The more samples for a missing service member are on hand the easier it is to make a match.
"Given that close relatives of WWII soldiers are older, how long are we going to wait to collect their DNA? They represent the best opportunity to find a match," Hyman said. "Are we just waiting for the issue to go away, assuming that when they die there will be no one left that cares enough to cause a fuss?"
DO MASSIVE DISINTERMENTS OF 9,400 UNKNOWN SERVICE MEMBERS TO TRY TO IDENTIFY WITH DNA
More than 9,400 service members from WWII and the Korean War are buried as "unknowns" in American cemeteries around the world because of the limitations of science at the time. But many of them could now likely be identified if the Pentagon exhumed the remains for DNA testing.
"Seems to me like the logical approach," Clyde Snow, a world-renowned forensic anthropologist said.
With the copious records the U.S. military has, the unknowns could be broken down into like groups from theater, battle, or event, and dug up accordingly to keep it manageable.
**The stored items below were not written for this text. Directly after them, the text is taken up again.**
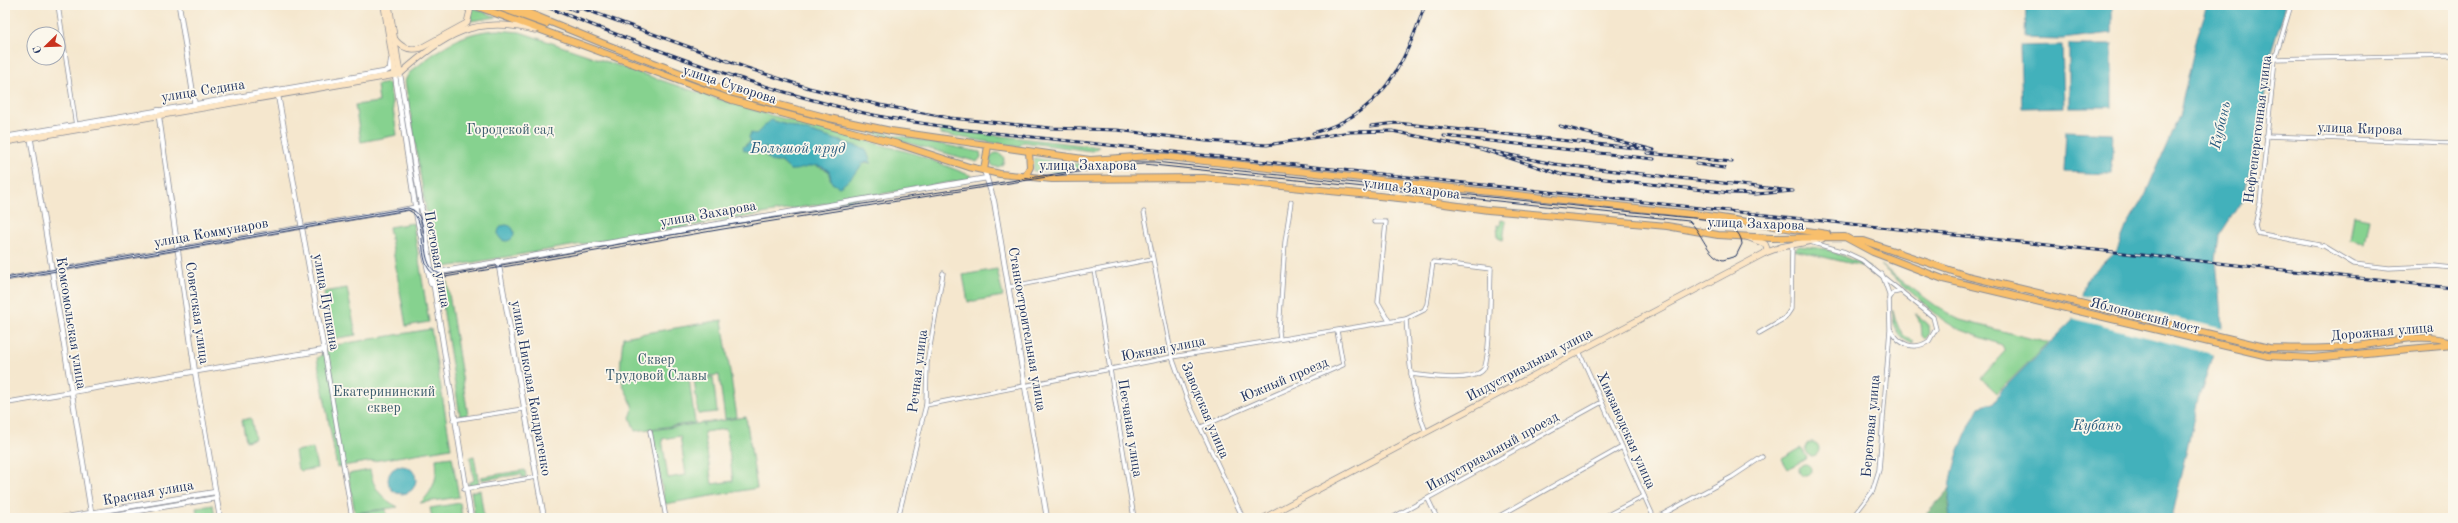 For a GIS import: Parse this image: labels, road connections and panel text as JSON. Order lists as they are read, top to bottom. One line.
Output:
{"streets":{"main road":["улица Суворова","улица Седина","улица Захарова","Постовая улица","Яблоновский мост","Дорожная улица","Индустриальная улица"],"street":["улица Кирова","Нефтеперегонная улица","улица Коммунаров","улица Пушкина","Советская улица","Комсомольская улица","Станкостроительная улица","Южная улица","Речная улица","Южный проезд","улица Николая Кондратенко","Заводская улица","Береговая улица","Песчаная улица","Химзаводская улица","Индустриальный проезд","Красная улица"]},"crossings":[["улица Суворова","улица Захарова"],["улица Суворова","Станкостроительная улица"],["улица Седина","Постовая улица"],["улица Седина","улица Пушкина"],["улица Седина","Советская улица"],["улица Седина","Комсомольская улица"],["улица Кирова","Нефтеперегонная улица"],["улица Захарова","Постовая улица"],["улица Захарова","Яблоновский мост"],["улица Захарова","Станкостроительная улица"],["улица Захарова","Индустриальная улица"],["улица Захарова","улица Николая Кондратенко"],["улица Коммунаров","Постовая улица"],["улица Коммунаров","улица Пушкина"],["улица Коммунаров","Советская улица"],["улица Коммунаров","Комсомольская улица"],["Советская улица","Красная улица"],["Яблоновский мост","Дорожная улица"],["Комсомольская улица","Красная улица"],["Станкостроительная улица","Южная улица"],["Южная улица","Речная улица"],["Южная улица","Южный проезд"],["Южная улица","Заводская улица"],["Южная улица","Песчаная улица"],["Индустриальная улица","Химзаводская улица"],["Южный проезд","Заводская улица"],["Химзаводская улица","Индустриальный проезд"]],"water":["Кубань","Большой пруд"],"parks":["Городской сад","Сквер Трудовой Славы","Екатерининский сквер"],"north":"bottom left"} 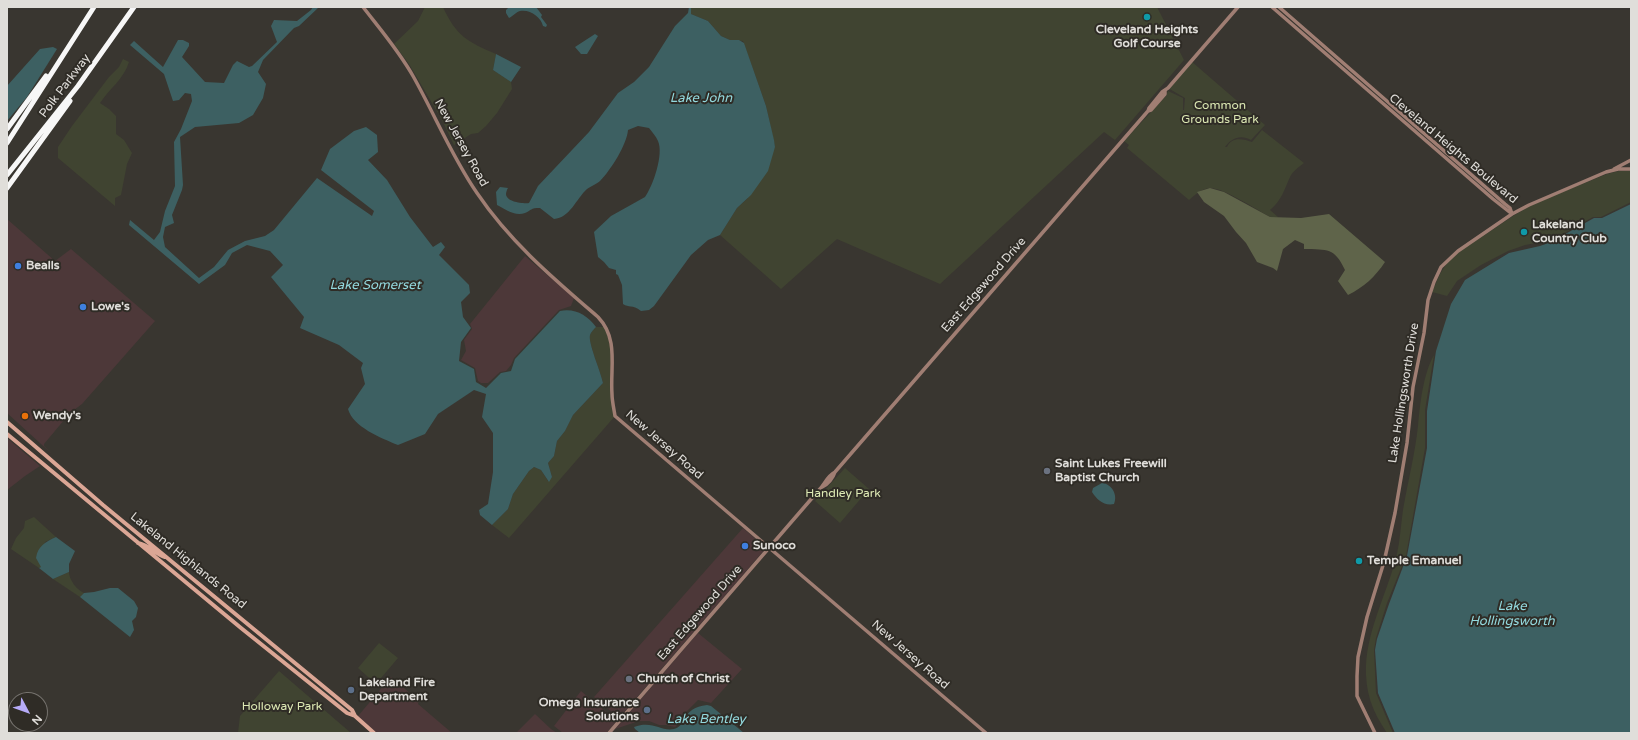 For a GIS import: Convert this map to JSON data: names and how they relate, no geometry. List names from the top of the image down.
{
  "streets": {
    "highway": ["Polk Parkway"],
    "main road": ["Lakeland Highlands Road"],
    "street": [
      "New Jersey Road",
      "Cleveland Heights Boulevard",
      "East Edgewood Drive",
      "Lake Hollingsworth Drive"
    ]
  },
  "crossings": [
    ["New Jersey Road", "East Edgewood Drive"],
    ["Cleveland Heights Boulevard", "Lake Hollingsworth Drive"]
  ],
  "water": [
    "Lake John",
    "Lake Somerset",
    "Lake Hollingsworth",
    "Lake Bentley"
  ],
  "parks": ["Common Grounds Park", "Handley Park", "Holloway Park"],
  "places": [
    "Cleveland Heights Golf Course",
    "Lakeland Country Club",
    "Bealls",
    "Lowe's",
    "Wendy's",
    "Saint Lukes Freewill Baptist Church",
    "Sunoco",
    "Temple Emanuel",
    "Church of Christ",
    "Lakeland Fire Department",
    "Omega Insurance Solutions"
  ],
  "north": "bottom right"
}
In order to be both efficient and respectful of the remains, scientists say the bodies could be left in place and tested using a mobile DNA unit and then housed in a mausoleum while DNA cross referencing is done.
EMBRACE OUTSIDE HELP
Experts say about 45,000 MIAs are recoverable, likely an overwhelming task for any one organization or agency. So some people formerly involved in the effort have suggested enlisting universities, historical organizations, military unit associations, veterans, and other interested groups.
At J-PAC's sister agency, the Defense Prisoner of War/Missing Personnel Office, there was an idea floated of building regional centers that could be responsible for researching and building cases on the missing from their area. That would tap into a pool of people who care deeply about those who are missing, building "a cadre of people who are focused towards the mission in manageable chunks," said Navy Commander Renee Richardson, formerly of DPMO.
"We'd be leveraging all the things universities already do," said Richardson. "If you go to a university, let's say Harvard, and tell them, ‘from your class of ‘37, you still have three people missing from WWII.'"
This would require much more openness with records and findings than the Pentagon has been willing to share in the past, Richardson said.
In the search for remains—the hardest task of the mission—locals can often help. There are Belgians, for example, who live near the Battle of the Bulge and have long worked to find missing American soldiers. They have the advantage of speaking the native language and being a part of the community, but are often shunned by the Pentagon.
Anthropologists have also suggested outsourcing overseas archaeological operations for continuity and efficiency. Rather than flying scientists from Hawaii to spend a few weeks looking for remains in, say, Papua New Guinea, there could be a team stationed there. Their work would be continuous rather than filled with the time lags of sometimes years between digs that hinders J-PAC's efforts.